Spécialiste de l’histoire des femmes et de l’histoire du mouvement ouvrier au Québec, Andrée Lévesque a été professeure titulaire à l’Université McGill. Elle a fait paraître plusieurs ouvrages, dont la biographie Éva Circé-Côté, libre-penseuse, 1871-1949 (2010), Scènes de la vie en rouge: l’époque de Jeanne Corbin, 1906-1944 (1999) et dirigé le collectif Madeleine Parent, militante (2003), tous à l’enseigne des Éditions du remue-ménage.
(3,5) Une approche originale de l'histoire sociale du Québec, à savoir l'étude d'une lignée d'illustres inconnues appuyée sur des registres paroissiaux et des monographies, mais qui montre souvent les limites de son sujet au plan documentaire et qui aurait bénéficié d'une bonne synthèse en guise de conclusion.
Un peu trop de noms et de dates, qui alourdissent la lecture, mais une belle tentative de mettre en valeur la vie et le travail des femmes dans l'histoire du Québec.
Incroyable épopée historique qui suit le destin de 10 générations de femmes ordinaires depuis l'arrivée de Jeanne Perrin partie de La Rochelle en 1658. Fascinant.
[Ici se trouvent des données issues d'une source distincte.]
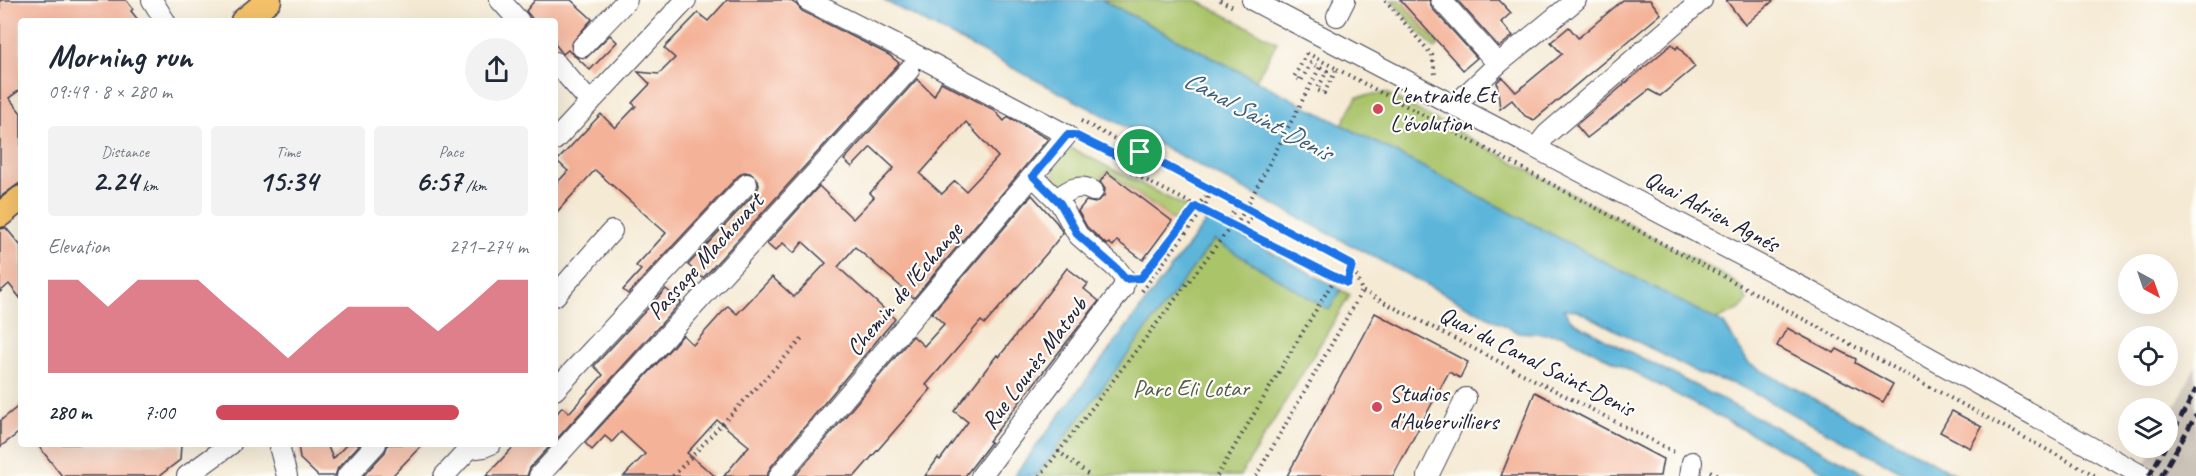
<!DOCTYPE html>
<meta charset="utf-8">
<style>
:root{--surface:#fff;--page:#f2f2f3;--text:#1f2937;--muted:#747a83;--accent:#d1495b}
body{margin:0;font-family:Caveat,sans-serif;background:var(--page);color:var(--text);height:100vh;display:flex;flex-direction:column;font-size:22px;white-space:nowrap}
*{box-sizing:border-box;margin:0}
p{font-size:20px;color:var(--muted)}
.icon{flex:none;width:33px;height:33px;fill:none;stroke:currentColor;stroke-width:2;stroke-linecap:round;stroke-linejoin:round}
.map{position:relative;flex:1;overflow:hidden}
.details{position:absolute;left:18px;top:18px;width:540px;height:429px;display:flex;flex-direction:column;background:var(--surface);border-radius:6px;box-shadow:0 6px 24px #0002}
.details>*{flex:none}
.needle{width:39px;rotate:140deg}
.buttons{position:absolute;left:2118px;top:254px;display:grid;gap:12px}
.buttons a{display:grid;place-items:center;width:60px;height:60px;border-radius:50%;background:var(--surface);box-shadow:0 6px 24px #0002;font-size:30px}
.pin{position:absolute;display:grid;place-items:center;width:51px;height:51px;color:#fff;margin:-26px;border:3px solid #fff;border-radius:50%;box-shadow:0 2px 6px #0007}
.round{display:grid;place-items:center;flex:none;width:63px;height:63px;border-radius:32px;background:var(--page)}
.head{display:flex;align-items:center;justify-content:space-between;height:102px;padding:0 30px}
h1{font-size:33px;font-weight:700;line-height:45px}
.figures{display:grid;grid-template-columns:repeat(3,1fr);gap:9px;height:102px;padding:6px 30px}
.figures div{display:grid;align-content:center;border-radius:6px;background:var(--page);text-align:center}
.figures b{font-size:30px;font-weight:700}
.figures small{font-size:16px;font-weight:400}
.figures p{font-size:16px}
.chart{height:168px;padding:12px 30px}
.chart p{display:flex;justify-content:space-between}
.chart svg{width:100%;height:108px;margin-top:6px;fill:var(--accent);opacity:.7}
ul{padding:0 30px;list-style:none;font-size:20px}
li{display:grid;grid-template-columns:96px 72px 1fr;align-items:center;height:45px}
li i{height:15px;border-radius:8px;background:var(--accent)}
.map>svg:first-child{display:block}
.industrial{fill:#cbc3b8}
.green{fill:#aac46a;stroke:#667352;stroke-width:1.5}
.water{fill:#5db6da;stroke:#406c8a;stroke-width:1.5}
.building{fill:#f4b298;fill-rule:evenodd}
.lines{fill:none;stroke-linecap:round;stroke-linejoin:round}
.minor-casing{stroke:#424052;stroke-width:22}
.major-casing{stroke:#424052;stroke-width:27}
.path{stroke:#424052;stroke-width:4;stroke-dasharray:1.5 4.5;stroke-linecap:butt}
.minor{stroke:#fff;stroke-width:20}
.major{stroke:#f4c16a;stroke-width:24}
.rail{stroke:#22223b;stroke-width:4.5;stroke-dasharray:9 4.5;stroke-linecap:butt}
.path-bridge{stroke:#424052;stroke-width:4;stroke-dasharray:1.5 4.5;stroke-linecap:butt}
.route-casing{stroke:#fff;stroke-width:12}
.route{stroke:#1a73e8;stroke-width:8}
.poi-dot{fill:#d1495b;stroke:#fdfcf7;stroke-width:2}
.labels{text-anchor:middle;stroke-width:4.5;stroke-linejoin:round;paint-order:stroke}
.poi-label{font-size:24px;fill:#22223b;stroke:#fdfcf7;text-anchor:start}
.street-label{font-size:24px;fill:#22223b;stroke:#fdfcf7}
.park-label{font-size:24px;fill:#525b4b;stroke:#fdfcf7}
.water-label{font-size:26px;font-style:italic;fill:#3a5d7b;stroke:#fdfcf7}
</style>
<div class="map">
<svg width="2196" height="476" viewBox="0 0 2196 476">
<rect width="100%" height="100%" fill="#fdfcf7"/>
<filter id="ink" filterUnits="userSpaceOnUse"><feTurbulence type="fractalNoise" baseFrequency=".0167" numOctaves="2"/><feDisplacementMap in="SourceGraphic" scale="12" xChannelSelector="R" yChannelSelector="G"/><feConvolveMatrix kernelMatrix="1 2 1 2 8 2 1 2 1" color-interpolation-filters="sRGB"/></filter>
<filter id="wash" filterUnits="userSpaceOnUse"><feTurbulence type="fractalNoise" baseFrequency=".008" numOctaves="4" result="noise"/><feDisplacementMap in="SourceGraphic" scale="24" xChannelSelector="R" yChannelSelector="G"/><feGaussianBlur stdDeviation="1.35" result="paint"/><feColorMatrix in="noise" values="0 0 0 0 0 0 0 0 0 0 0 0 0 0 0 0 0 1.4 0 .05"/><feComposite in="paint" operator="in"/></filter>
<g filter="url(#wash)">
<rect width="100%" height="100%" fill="#f5ead4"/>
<polygon class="industrial" points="2196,365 2196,476 2139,476 2154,447 2168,447 2168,420"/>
<g class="green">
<polygon points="1102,0 1196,0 1277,42 1256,80"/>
<polygon points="1391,0 1400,0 1439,45 1435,49"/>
<polygon points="1386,93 1734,281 1742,288 1747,301 1739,310 1716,320 1342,125 1357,97"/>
<polygon points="1069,147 1190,209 1178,224 1107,171 1095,186 1062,188 1054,179 1054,165"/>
<polygon points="1209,218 1350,295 1240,476 1014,476"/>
</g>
<g class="water">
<polygon points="883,0 1102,0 1724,324 1749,364 1959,476 1910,476 1740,386 1698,373 1577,310 1563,309 1571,320 1607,340 1870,476 1832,476 1563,335 1517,332"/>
<polygon points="1209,218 1341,290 1329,310 1214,240 1036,476 1014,476"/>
</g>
<g id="blocks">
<g class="building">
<polygon points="0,0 126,0 133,9 131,11 139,21 21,21 21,89 9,98 21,113 21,182 0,197"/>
<polygon points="535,0 571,0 592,19 571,44 573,55 568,50 563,54 555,44 555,21 534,21 526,11"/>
<polygon points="727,0 789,0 796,4 802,11 889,55 899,63 703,278 688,265 756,192 759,186 758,180 750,173 744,172 738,176 628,294 623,290 641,270 636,266 666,233 595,170 555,214 555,185 568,171 557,161 601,114 615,128 636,106 632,103 650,84 638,72 659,74 675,58 664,48 698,13 708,21"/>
<polygon points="1400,0 1429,0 1432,8 1477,58 1463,70"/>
<polygon points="1457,0 1499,0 1511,13 1501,22 1513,36 1499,47"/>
<polygon points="1623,0 1650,0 1661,14 1534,120 1525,116 1512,100 1500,109 1497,82 1502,77 1516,92 1562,54 1551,42 1569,27 1578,38"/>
<polygon points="1726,0 1774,0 1745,25"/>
<polygon points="610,35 617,42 590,70 575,56 586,58"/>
<polygon points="1672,44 1676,49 1678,46 1695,67 1660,96 1649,90 1587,138 1576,125"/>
<path d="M917,79L934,96L941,82L994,110L1004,121L1008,117L1048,139L914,298L855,247L838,267L895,319L770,468L767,476H724L749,446L717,420L687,453L715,476H624L645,454L621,432L612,442L605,436L592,450L585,443L683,335L693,345L728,306L737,314L772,277L794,297L826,263L803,242L794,253L783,243L775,251L767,244L819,186L853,219L874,197L870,193L894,168L871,147L852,167L844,160ZM966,122L998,157L966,191L955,181L942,194L920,174Z"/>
<polygon points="1107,172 1172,221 1143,260 1117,241 1113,246 1109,243 1107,245 1087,227 1078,211 1086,201 1095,203 1104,196 1105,189 1100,182"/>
<polygon points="1032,195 1057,223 1063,233 1047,253 985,324 981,321 926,385 931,389 855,476 795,476 913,336 924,346 944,324 932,313"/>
<polygon points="6,228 21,246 21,299 9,284 0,292 0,229"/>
<polygon points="1067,268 1088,284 1084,289 1099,301 989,441 991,442 965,476 925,476 938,458 940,460 968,422 954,411 997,355 999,357"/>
<polygon points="666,289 681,302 555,441 555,416 562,407 569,413 603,375 594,366"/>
<polygon points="1375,313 1468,362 1460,378 1449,372 1393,476 1287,476"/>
<polygon points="1787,328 1834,353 1837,349 1856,359 1855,363 1893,384 1883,402 1777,346"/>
<polygon points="1535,392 1663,459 1660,476 1501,476"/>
<polygon points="21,404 21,431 0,447 0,421"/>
<polygon points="1952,411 1982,427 1970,448 1940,432"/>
<polygon points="37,444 181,444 180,460 159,476 62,476"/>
<polygon points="298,444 327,444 333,459 347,444 360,444 338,468 335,476 318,476 300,459"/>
<polygon points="388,444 423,444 392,476 363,476 385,452"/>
<polygon points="516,444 552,444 530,468 527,476 486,476"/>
</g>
</g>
</g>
<g filter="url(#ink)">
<use href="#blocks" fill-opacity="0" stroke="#424052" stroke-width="1.5"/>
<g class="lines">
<defs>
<g id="minor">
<polyline points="152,0 165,21"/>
<polyline points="500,0 519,21"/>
<polyline points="1252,0 1815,294 2143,476"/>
<polyline points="1441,0 1498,64"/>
<polyline points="1337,16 1345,0"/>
<polyline points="582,47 627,0"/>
<polyline points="555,62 590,102"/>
<polyline points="1455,105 1498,64 1576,0"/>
<polyline points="555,140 686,0"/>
<polyline points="1536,148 1547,134 1702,0"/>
<path d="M1057,199C1068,190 1079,183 1093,191"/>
<polyline points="555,296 612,231"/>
<polyline points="555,390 747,184"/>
<polyline points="281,444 280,450 287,476"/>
<polyline points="469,449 484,447 491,444"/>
<polyline points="187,476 231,444"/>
<polyline points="347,476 376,444"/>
<polyline points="444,476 469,449 470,444"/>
<polyline points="539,476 909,70"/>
<polyline points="779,476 1067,135 920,57 807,0"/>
<polyline points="981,476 1123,288 1125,279 1117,269 1078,235 1060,203 1033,176"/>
<polyline points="1428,476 1466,398"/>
<polyline points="1690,476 1692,462"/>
</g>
<g id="major">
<polyline points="243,21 269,0"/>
<polyline points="0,215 21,198"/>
</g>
</defs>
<use href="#minor" class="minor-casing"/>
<use href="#major" class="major-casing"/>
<g class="path">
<polyline points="1220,0 1235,8"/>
<polyline points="1385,0 1432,55 1435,74"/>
<polygon points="1307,53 1337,69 1324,93 1317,90 1327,71 1311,63 1301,81 1294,77"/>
<polyline points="1337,69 2096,476"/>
<polyline points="1081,121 1352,265 1362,291 1676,453"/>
<polyline points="1085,140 1133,164 1140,152"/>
<polyline points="1133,164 1128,171 1347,283 1351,266"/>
<polyline points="1249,202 1320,67"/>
<polyline points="1231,223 1228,221 1238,204"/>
<polyline points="1243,229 1254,213"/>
<polyline points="1142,291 1203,210 1212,190 1196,207 1143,276"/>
<polyline points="1058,451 1090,476"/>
<polyline points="1710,471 1719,476"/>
<polyline points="673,476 804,337"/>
<polyline points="1040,476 1232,225"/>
<polyline points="1217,476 1335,278"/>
<polyline points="1256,476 1362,291"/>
</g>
<use href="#minor" class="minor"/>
<use href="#major" class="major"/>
<g class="rail">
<polyline points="2168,442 2196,389"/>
<polyline points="2149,476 2165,447"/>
<polyline points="2161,476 2196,415"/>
</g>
<polyline class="path-bridge" points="1236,226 1249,202"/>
</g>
</g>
<g class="lines" filter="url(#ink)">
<defs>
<polygon id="route" points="1067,135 1075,135 1133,164 1140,152 1352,265 1347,283 1196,207 1141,278 1125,279 1117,269 1078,235 1060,203 1033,176"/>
</defs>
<use href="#route" class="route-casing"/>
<use href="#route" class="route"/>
</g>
<g class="poi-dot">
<circle cx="1378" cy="109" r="6"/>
<circle cx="1377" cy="407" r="6"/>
</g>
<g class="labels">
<g class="poi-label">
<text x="1390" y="103">L'entraide Et<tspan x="1390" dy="28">L'évolution</tspan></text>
<text x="1389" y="401">Studios<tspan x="1389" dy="28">d'Aubervilliers</tspan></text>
</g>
<g class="street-label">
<text transform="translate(1712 211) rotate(28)" y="8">Quai Adrien Agnés</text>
<text transform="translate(705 256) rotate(-48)" y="8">Passage Machouart</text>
<text transform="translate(904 289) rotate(-50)" y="8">Chemin de l'Echange</text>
<text transform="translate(1537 361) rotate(27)" y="8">Quai du Canal Saint-Denis</text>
<text transform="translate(1034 363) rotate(-53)" y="8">Rue Lounès Matoub</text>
</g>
<g class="park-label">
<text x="1191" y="396">Parc Eli Lotar</text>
</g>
<g class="water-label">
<text transform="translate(1258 115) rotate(28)" y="9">Canal Saint-Denis</text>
</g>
</g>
</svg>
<div class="buttons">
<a><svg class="needle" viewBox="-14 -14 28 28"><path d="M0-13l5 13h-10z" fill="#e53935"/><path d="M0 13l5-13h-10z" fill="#747a83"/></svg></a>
<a><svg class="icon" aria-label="locate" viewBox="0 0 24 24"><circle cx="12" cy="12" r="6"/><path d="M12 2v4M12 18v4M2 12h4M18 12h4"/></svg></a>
<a><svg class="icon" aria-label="layers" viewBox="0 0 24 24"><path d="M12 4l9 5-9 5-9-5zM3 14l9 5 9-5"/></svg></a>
</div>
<div class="pin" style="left:1140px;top:152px;background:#1e9e55"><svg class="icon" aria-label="arrive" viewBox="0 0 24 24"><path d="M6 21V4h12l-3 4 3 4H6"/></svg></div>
<section class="details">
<div class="head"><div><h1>Morning run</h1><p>09:49 · 8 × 280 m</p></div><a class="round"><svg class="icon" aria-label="share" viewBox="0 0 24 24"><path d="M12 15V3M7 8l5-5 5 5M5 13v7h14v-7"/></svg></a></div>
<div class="figures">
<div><p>Distance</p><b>2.24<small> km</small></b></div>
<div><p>Time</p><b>15:34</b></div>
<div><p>Pace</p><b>6:57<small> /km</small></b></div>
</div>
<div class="chart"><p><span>Elevation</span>271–274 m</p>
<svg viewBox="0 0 160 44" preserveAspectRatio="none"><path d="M0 44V6L10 6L20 17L30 6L40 6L50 6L60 17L70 27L80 38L90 27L100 17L110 17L120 17L130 27L140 17L150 6L160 6V44z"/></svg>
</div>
<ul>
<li><b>280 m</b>7:00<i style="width:78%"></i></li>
</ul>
</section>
</div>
Si on en apprend peu sur lesdites filles de Jeanne, dû généralement au fait de l’absence de traces écrites, l’auteure nous dépeint tout de même un Québec rural fort intrigant, qui a étonnamment peu évolué entre le 17 et le 19e siècle. Et il faut dire que le livre touche une corde sensible, parlant de la paroisse de Yamachiche voisine de la mienne (de naissance) et d’un certain David Lefebvre inspecteur des écoles!
3.5. Une approche intéressante de l'histoire sociale du Québec, car l'autrice, une historienne, tente de retracer la vie de plusieurs générations de femmes. Pourquoi a-t-elle choisi Jeanne plutôt qu'une autre? Sans doute parce que sa destinée semblait hors du commun; une femme mariée, de confession protestante, qui quitte la France pour venir travailler comme comme servante en Nouvelle-France. Les générations suivantes se feront cultivatrices, puis plus tard fileuses en Nouvelle-Angleterre avant d'aller coloniser l'Abitibi. Si on ne peut pas s'attacher aux diverses protagonistes qui nous filent entre les doigts parce qu'elles ont peu laissé de traces, on peut en revanche apprécier l'occasion qui nous est donnée de suivre l'histoire des divers moments qui ont marqué l'histoire sociale québécoise (la colonisation, l'émigration aux États-Unis, le retour à la colonisation pendant les crises économique.) Si le travail de l'historienne est impeccable, cela reste aussi un livre très accessible.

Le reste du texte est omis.